You can buy any of the above government bonds from a broker or directly from the Treasury online at http://www.treasurydirect.gov. You can also invest in a bond fund that specializes in U.S. government bonds. Most bond fund managers are adept at laddering bonds so there are different maturity levels that help to minimize risk. Before you invest in any of the bond funds, check out the portfolio holdings, the fund’s past performance, and the fund manager’s track record. Past performance does not guarantee future performance.
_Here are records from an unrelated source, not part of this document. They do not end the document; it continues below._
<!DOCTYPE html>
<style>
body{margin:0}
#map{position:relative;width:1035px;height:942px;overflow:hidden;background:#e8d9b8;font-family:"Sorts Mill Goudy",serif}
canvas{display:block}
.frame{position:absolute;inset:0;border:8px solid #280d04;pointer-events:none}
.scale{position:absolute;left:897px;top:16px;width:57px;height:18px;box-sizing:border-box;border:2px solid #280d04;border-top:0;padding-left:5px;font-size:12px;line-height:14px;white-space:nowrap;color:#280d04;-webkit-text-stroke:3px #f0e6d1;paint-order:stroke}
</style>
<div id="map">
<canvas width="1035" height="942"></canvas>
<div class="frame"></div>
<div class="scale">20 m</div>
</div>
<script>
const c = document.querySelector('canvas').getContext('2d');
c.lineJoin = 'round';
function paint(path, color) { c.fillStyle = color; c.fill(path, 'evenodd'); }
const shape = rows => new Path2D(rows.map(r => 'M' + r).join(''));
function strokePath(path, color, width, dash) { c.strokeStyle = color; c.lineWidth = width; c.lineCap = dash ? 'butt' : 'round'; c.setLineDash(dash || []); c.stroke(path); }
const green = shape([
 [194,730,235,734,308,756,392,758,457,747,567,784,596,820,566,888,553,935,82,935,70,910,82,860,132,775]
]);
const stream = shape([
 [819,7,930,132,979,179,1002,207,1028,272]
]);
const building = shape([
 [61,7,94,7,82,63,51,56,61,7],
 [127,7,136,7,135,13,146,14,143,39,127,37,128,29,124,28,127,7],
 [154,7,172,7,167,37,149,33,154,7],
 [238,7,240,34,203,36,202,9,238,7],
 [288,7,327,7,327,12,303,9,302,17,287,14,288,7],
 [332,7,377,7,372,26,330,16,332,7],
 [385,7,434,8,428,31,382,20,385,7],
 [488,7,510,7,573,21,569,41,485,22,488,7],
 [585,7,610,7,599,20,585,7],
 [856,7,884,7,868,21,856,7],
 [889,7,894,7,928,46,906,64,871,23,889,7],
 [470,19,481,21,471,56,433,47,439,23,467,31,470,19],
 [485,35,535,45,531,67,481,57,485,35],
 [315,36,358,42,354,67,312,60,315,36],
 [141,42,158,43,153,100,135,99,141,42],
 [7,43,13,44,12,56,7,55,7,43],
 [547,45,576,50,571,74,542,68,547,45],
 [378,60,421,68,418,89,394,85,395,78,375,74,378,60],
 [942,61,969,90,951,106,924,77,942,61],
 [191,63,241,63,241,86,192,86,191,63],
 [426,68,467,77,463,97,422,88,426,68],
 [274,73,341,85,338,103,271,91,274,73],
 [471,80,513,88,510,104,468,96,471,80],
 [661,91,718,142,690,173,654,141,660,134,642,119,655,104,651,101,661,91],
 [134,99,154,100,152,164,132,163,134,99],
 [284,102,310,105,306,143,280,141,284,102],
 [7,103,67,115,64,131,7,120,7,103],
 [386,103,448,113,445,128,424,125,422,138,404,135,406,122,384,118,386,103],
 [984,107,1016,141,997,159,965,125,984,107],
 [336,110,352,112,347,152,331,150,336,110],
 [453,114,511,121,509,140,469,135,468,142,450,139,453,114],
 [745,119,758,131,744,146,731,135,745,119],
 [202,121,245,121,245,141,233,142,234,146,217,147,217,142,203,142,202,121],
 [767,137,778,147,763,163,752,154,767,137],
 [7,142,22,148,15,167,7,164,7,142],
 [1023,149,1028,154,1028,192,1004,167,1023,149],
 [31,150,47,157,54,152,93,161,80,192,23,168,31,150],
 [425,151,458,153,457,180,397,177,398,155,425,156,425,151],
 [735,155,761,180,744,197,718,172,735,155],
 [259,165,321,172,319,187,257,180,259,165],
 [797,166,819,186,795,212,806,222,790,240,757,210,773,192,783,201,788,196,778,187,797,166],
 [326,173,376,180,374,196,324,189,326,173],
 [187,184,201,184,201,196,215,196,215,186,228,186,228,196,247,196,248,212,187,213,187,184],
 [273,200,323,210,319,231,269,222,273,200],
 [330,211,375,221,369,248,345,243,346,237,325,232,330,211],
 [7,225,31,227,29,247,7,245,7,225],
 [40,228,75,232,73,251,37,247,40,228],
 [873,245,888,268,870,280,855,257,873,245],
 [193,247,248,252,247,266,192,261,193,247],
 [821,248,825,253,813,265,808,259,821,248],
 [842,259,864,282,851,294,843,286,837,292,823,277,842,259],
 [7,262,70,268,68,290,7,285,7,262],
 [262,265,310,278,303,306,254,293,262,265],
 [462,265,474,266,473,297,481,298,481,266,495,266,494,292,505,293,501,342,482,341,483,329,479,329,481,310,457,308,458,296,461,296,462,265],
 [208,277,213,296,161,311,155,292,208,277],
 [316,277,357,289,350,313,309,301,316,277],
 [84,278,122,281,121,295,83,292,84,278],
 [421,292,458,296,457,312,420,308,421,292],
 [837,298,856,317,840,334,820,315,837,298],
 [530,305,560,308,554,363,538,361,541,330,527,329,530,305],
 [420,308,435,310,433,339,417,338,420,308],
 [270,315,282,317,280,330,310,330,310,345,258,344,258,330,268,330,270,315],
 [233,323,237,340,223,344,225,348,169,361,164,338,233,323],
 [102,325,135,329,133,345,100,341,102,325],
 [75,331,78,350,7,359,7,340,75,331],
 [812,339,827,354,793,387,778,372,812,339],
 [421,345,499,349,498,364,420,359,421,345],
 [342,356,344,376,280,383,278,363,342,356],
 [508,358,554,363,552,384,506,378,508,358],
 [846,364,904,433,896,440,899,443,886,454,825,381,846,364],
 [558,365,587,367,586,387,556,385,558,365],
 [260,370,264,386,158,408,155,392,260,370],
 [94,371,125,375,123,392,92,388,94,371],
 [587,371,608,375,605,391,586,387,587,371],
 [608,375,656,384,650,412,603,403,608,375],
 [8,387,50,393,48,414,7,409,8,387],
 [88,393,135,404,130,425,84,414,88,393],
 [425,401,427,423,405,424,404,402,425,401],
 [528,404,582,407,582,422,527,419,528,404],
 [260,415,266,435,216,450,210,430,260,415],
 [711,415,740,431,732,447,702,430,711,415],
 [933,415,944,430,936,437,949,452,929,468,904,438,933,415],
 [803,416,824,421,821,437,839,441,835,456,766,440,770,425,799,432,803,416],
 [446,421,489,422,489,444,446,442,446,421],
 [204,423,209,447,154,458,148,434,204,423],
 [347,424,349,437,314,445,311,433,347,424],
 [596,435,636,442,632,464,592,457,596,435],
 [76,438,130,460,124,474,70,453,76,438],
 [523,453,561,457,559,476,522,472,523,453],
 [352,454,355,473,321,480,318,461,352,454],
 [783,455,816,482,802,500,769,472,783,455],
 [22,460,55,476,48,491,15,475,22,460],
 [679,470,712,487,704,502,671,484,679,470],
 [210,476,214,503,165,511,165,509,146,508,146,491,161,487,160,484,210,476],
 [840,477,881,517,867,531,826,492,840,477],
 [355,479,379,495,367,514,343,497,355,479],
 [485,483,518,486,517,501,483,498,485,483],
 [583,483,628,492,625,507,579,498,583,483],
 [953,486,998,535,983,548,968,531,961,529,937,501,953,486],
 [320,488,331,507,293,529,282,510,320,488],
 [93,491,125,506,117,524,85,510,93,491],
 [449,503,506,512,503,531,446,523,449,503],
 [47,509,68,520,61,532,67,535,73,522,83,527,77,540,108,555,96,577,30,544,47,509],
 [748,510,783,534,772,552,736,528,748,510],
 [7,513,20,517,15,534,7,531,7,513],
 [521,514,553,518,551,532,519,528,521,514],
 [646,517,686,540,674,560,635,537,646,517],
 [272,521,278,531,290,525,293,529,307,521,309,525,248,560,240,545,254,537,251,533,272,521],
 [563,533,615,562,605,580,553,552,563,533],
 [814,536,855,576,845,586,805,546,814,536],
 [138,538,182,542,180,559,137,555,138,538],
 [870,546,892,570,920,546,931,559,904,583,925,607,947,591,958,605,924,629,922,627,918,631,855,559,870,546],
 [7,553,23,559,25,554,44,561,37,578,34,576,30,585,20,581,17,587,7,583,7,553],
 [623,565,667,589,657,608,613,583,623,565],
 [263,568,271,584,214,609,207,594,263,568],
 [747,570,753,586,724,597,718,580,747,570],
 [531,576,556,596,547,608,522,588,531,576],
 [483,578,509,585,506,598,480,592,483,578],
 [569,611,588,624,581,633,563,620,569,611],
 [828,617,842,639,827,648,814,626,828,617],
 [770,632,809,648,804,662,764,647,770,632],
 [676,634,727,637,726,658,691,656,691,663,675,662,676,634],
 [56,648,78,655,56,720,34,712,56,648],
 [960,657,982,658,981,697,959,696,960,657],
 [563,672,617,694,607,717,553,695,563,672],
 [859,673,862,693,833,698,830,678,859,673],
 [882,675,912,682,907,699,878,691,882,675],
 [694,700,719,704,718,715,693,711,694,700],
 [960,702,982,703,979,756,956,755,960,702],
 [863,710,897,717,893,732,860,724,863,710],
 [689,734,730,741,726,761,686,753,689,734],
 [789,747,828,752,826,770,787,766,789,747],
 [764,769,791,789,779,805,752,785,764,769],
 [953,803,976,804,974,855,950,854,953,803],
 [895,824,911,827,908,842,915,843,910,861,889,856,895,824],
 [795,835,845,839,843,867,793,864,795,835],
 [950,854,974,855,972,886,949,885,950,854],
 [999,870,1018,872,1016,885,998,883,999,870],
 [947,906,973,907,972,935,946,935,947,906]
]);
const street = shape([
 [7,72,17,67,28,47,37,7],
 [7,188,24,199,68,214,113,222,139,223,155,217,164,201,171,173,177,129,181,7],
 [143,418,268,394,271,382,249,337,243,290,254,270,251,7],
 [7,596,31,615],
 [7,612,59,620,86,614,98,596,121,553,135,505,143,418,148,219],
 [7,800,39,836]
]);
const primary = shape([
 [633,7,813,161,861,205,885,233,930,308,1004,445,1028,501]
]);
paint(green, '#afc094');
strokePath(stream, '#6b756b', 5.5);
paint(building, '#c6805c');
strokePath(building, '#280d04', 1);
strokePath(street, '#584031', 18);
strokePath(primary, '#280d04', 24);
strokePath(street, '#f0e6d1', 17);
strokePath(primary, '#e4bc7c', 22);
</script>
Zero coupon bonds are an interesting breed of bond. Zeros that are issued directly from the U.S. Treasury are called STRIPS. The zero coupon bond is also called a discount bond because it is sold at a price way below its face value. No interest is paid until the bond matures. The zero coupon bond will have a maturity date that could be well into the future. When it reaches maturity, the principal, interest, and interest-on-interest is paid to the investor. This is the kind of bond that a grandparent might buy for a young child, who will receive the money when he reaches college age.
Municipal bonds, better known as munis, are issued by municipalities, such as a town or city. When they need money to build a bridge, tunnel, highway, or water treatment plant, the municipality borrows money from investors and gives them a bond that promises interest. No federal tax is paid on the interest you earn on munis. In many states, the bonds are also exempt from state taxes. When you buy a muni bond, it is important to calculate the tax-exempt yield on the bond, in order to compare the yield to a taxable bond.
There is much to learn about bonds, but this can get you started.